Le problème de communication sur la 5G est en cours de règlement puisque tous se mettent à faire de la pédagogie. C'est très bien et nous soutenons à fond ces actions essentielles.

Cela dit, l'ARCEP avait publié dès 2017 un livre blanc de la 5G. Des consultations avaient été faites mais avaient obtenu très peu de réponses. La communication a ensuite été assez maladroite, avec une approche assez techniciste. Je me souviens d'un propos très maladroit du président de l'ARCEP qui disait que la 5G sera moins nocive que la 4G grâce au beamforming, le filtrage spatial mais cela sous-entendait que la 4G est nocive.

Nous avons aussi un problème de calendrier avec les décisions de l'Agence nationale de sécurité sanitaire de l'alimentation, de l'environnement et du travail (ANSES) que nous n'avons pas encore sur la bande des 26 gigahertz.

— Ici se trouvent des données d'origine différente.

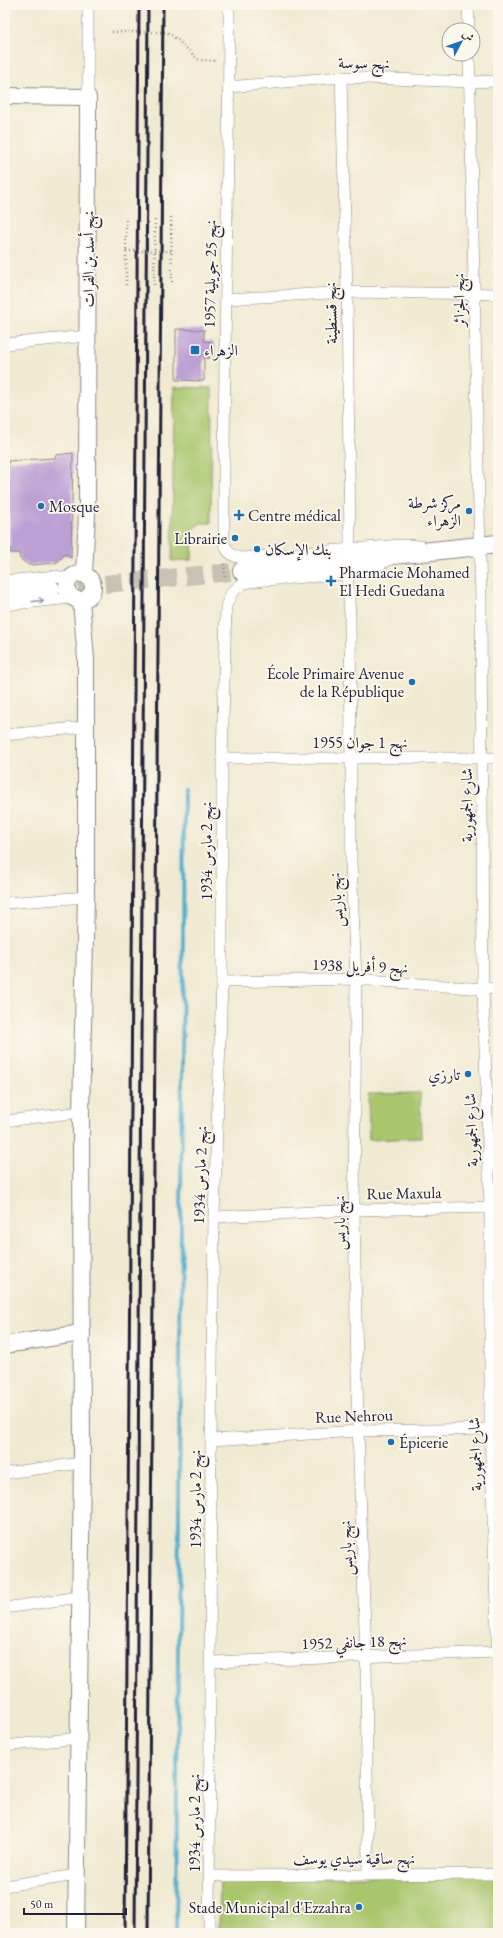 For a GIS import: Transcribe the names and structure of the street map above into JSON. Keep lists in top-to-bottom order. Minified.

Tout ceci crée une atmosphère qui permet à certaines actions locales de prendre corps et forme de manière assez virulente. Nous observons que l'opposition se situe plutôt dans les villes, tandis que les destructions sont plutôt dans les campagnes. Ce sont donc ceux qui en ont le plus besoin et qui ne sont pas forcément les plus opposés qui sont les premières victimes. Lorsqu'une antenne saute en ville, d'autres prennent le relais tandis que, à la campagne, ce sont souvent plusieurs villages qui sont ainsi mis dans le noir.

L'arrivée de la 5G a un impact négatif sur le déploiement du « New Deal » et de la 4G. En effet, même lorsque les élus et les habitants étaient très favorables à l'arrivée de la 4G, nous constatons une réactivation des oppositions et des associations locales qui rend compliqué même le développement de la 4G. Nous avons donc une relative opposition entre ceux qui ont absolument besoin d'avoir une couverture mobile et ceux qui veulent à tout prix la refuser.

L'AVICCA ne se positionne pas sur le sujet des ondes, d'abord parce que la bande des 3,5 gigahertz qui vient d'être attribuée était la bande des collectivités. Nous avons été proprement – ce n'est pas péjoratif – expropriés de cette bande de fréquences par l'ARCEP, avec les délais utiles, des moyens financiers pour migrer vers d'autres fréquences. Cette bande n'est pas devenue nocive du fait de ne plus être confiée aux opérateurs publics et d'être confiée aux opérateurs privés. Nous ne parlons donc pas de la partie ondes.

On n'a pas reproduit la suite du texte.